The first revolution overthrew the autocratic imperial monarchy. It
began with a revolt on February 23 to 27, 1917, according to the Julian,
or Old Style, calendar then in use in Russia. (On January 31, 1918, the
Soviet government adopted the Gregorian, or New Style, calendar, which
moved dates by thirteen days; therefore, in the New Style calendar the
dates for the first revolution would be March 8 to 12. Events discussed
in this article that occurred before January 31, 1918, are given
according to the Julian calendar.)
The second revolution, which opened with the armed insurrection of
October 24 and 25, organized by the Bolshevik Party against the
Provisional Government, effected a change in all economic, political,
and social relationships in Russian society; it is often designated the
Bolshevik, or October, Revolution.
Background
The underlying causes of the Russian Revolution are rooted deep in
Russia's history. For centuries, autocratic and repressive czarist
regimes ruled the country and most of the population lived under severe
economic and social conditions. During the 19th century and early 20th
century various movements aimed at overthrowing the oppressive
government were staged at different times by students, workers,
peasants, and members of the nobility. Two of these unsuccessful
movements were the 1825 revolt against Nicholas
I and the revolution of 1905, both of
which were attempts to establish a constitutional monarchy (see Russia:
History). Russia's badly
organized and unsuccessful involvement in World
War I (1914-1918) added to popular
discontent with the government's corruption and inefficiency. In 1917
these events resulted in the fall of the czarist government and the
establishment of the Bolshevik Party, a radical offshoot of the Russian
Social Democratic Labor Party, as the ruling power (see Bolshevism).
The February Revolution
The immediate cause of the February Revolution of 1917 was the
collapse of the czarist regime under the gigantic strain of World War I.

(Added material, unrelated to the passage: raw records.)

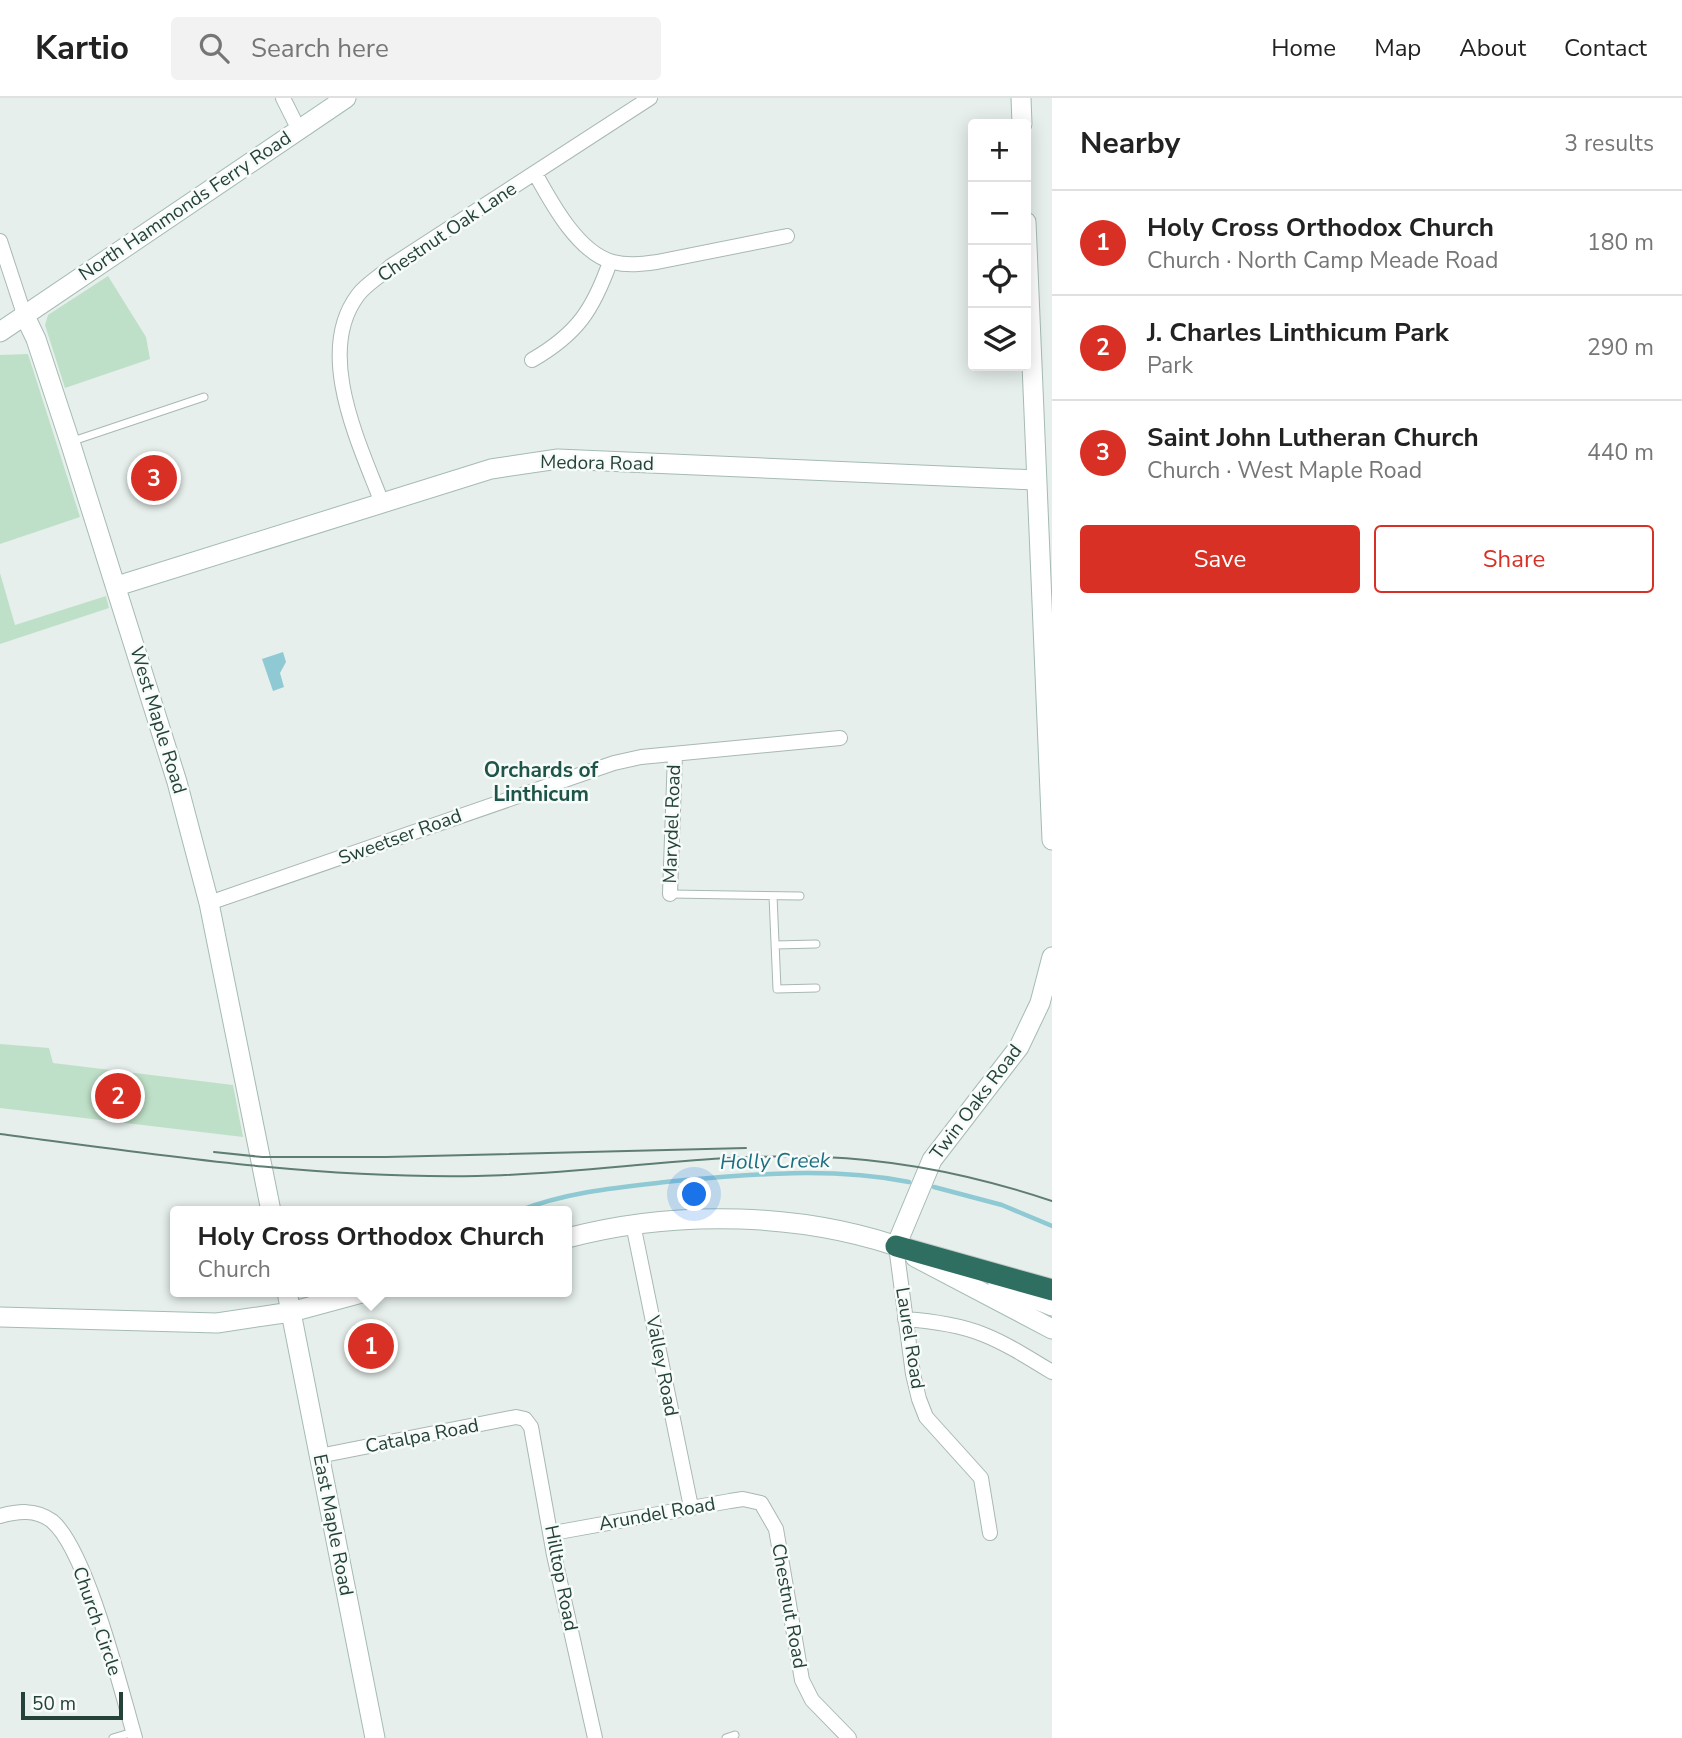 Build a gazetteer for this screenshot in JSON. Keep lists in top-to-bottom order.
{
  "streets": {
    "street": [
      "North Hammonds Ferry Road",
      "Chestnut Oak Lane",
      "Medora Road",
      "West Maple Road",
      "Marydel Road",
      "Sweetser Road",
      "Twin Oaks Road",
      "Laurel Road",
      "Valley Road",
      "Catalpa Road",
      "Arundel Road",
      "East Maple Road",
      "Hilltop Road",
      "Chestnut Road",
      "Church Circle"
    ]
  },
  "crossings": [
    ["North Hammonds Ferry Road", "West Maple Road"],
    ["Chestnut Oak Lane", "Medora Road"],
    ["Medora Road", "West Maple Road"],
    ["West Maple Road", "Sweetser Road"],
    ["Marydel Road", "Sweetser Road"],
    ["Twin Oaks Road", "Laurel Road"],
    ["Valley Road", "Arundel Road"],
    ["Catalpa Road", "East Maple Road"],
    ["Catalpa Road", "Hilltop Road"],
    ["Arundel Road", "Hilltop Road"],
    ["Arundel Road", "Chestnut Road"]
  ],
  "districts": ["Orchards of Linthicum"],
  "water": ["Holly Creek"],
  "scale_bar": "50 m",
  "page": {
    "header": "Kartio",
    "search": "Search here",
    "nav": [
      "Home",
      "Map",
      "About",
      "Contact"
    ],
    "heading": ["Nearby", "3 results"],
    "map_buttons": ["+", "−"],
    "list": [
      {
        "mark": "1",
        "name": "Holy Cross Orthodox Church",
        "note": "Church · North Camp Meade Road",
        "value": "180 m"
      },
      {
        "mark": "2",
        "name": "J. Charles Linthicum Park",
        "note": "Park",
        "value": "290 m"
      },
      {
        "mark": "3",
        "name": "Saint John Lutheran Church",
        "note": "Church · West Maple Road",
        "value": "440 m"
      }
    ],
    "pins": ["3", "2", "1"],
    "buttons": ["Save", "Share"],
    "popup": ["Holy Cross Orthodox Church", "Church"],
    "scale": "50 m"
  }
}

The underlying cause was the backward economic condition of the country,
which made it unable to sustain the war effort against powerful,
industrialized Germany. Russian manpower was virtually inexhaustible.

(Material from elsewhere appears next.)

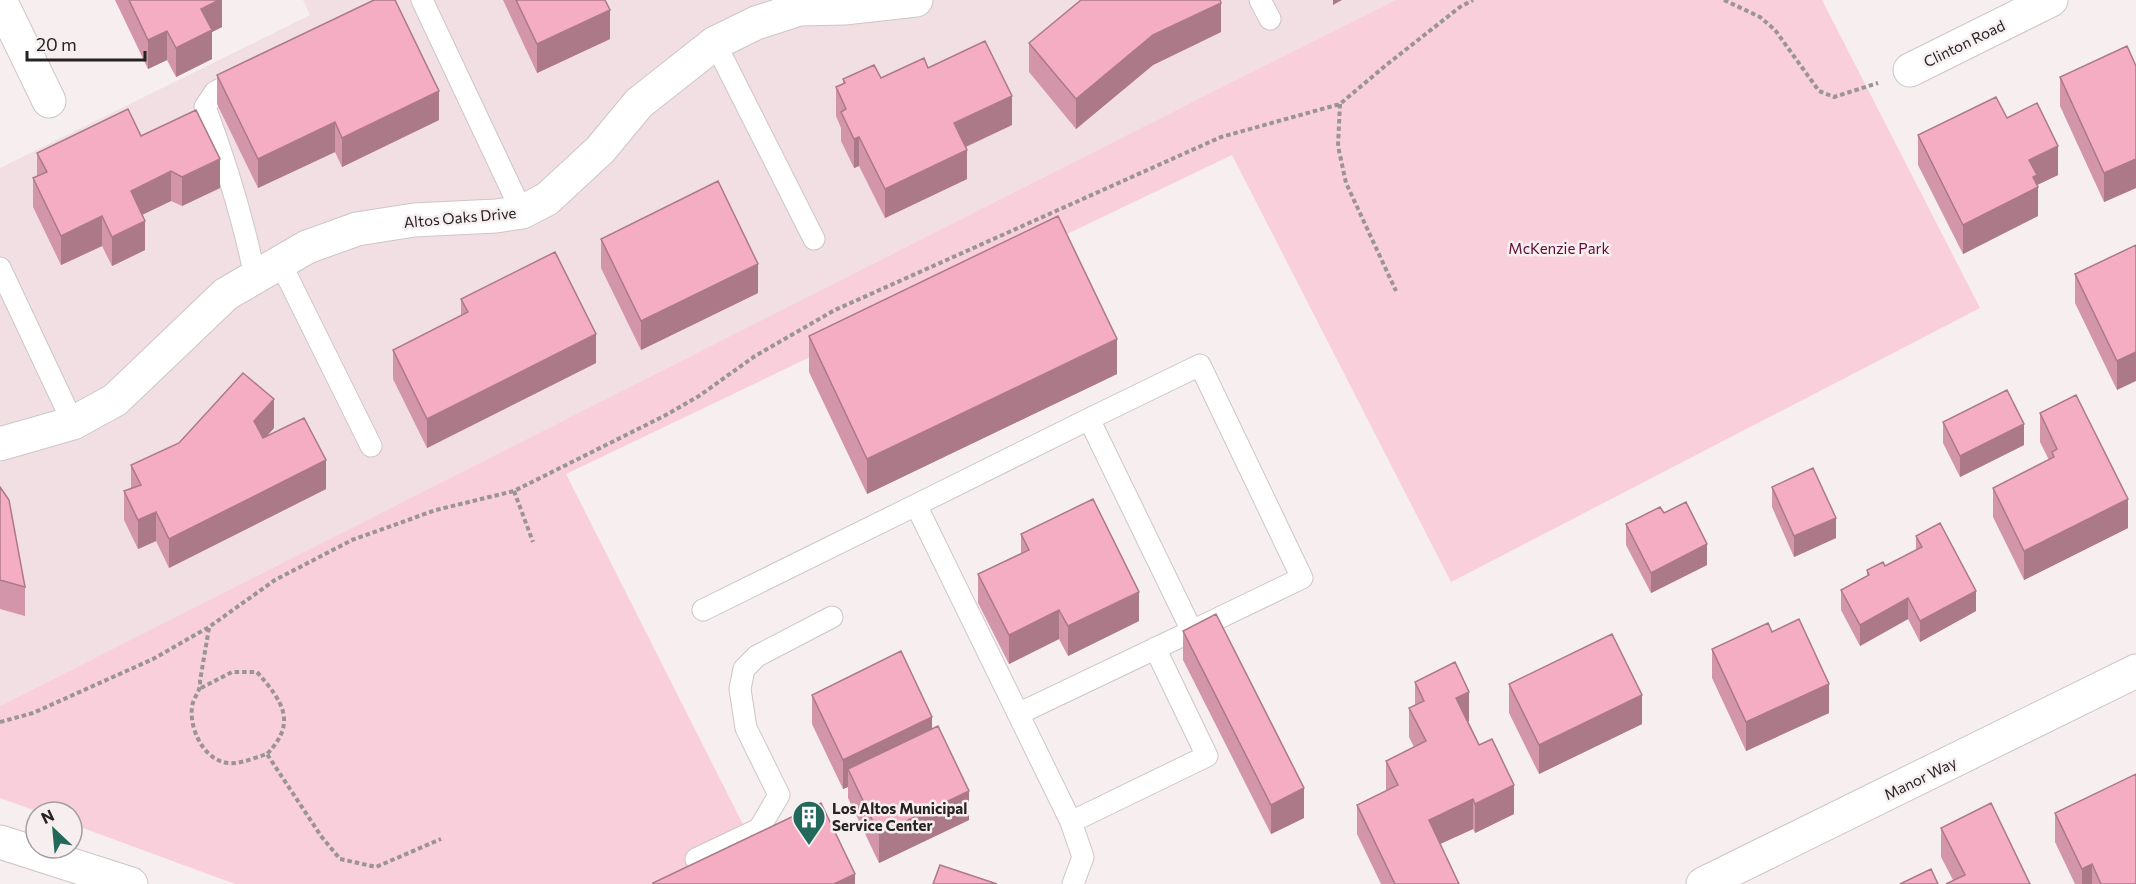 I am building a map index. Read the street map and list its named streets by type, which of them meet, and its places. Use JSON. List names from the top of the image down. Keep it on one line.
{"streets":{"street":["Clinton Road","Altos Oaks Drive","Manor Way"]},"parks":["McKenzie Park"],"places":{"building":["Los Altos Municipal Service Center"]},"scale_bar":"20 m","north":"top left"}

Russian industry, however, lacked the capacity to arm, equip, and supply
the some 15 million men who were sent into the war. Factories were few
and insufficiently productive, and the railroad network was inadequate.
Repeated mobilizations, moreover, disrupted industrial and agricultural
production. The food supply decreased, and the transportation system
became disorganized. In the trenches, the soldiers went hungry and
frequently lacked shoes or munitions, sometimes even weapons. Russian
casualties were greater than those sustained by any army in any previous
war. Behind the front, goods became scarce, prices skyrocketed, and by
1917 famine threatened the larger cities. Discontent became rife, and
the morale of the army suffered, finally to be undermined by a
succession of military defeats. These reverses were attributed by many
to the alleged treachery of Empress Alexandra and her circle, in which
the peasant monk Grigory
Yefimovich Rasputin was the dominant
influence. When the Duma,
the lower house of the Russian parliament, protested against the
inefficient conduct of the war and the arbitrary policies of the
imperial government, the czar—Emperor Nicholas
II—and his ministers simply brushed
it aside.
Mounting Crisis
At first all parties except a small group within the Social
Democratic Party supported the war. The government received much aid in
the war effort from voluntary committees, including representatives of
business and labor. The growing breakdown of supply, made worse by the
almost complete isolation of Russia from its prewar markets, was felt
especially in the major cities, which were flooded with refugees from
the front. Despite an outward calm, many Duma leaders felt that Russia
would soon be confronted with a new revolutionary crisis. By 1915 the
liberal parties had formed a progressive bloc that gained a majority in
the Duma.
As the tide of discontent mounted, the Duma warned Nicholas II in
November 1916 that disaster would overtake the country unless the
"dark" (treasonable) elements were removed from the court and
a constitutional form of government was instituted. The emperor ignored
the warning. Late in December a group of aristocrats, led by Prince
Feliks Yusupov, assassinated Rasputin in the hope that the emperor would
then change his course. The emperor responded by showing favor to
Rasputin's followers at court. Talk of a palace revolution in order to
avert a greater impending upheaval became widespread, especially among
the upper ranks.
Strikes and Demonstrations
The Revolution of 1917 grew out of a mounting wave of food and wage
strikes in Petrograd (now Saint
Petersburg) during February. On
February 23 meetings and demonstrations in which the principal slogan
was a demand for bread were held, supported by the 90,000 men and women
on strike in the national capital. Encounters with the police were
numerous, but the workers refused to disperse and continued to occupy
the streets. Tension steadily increased but no casualties resulted.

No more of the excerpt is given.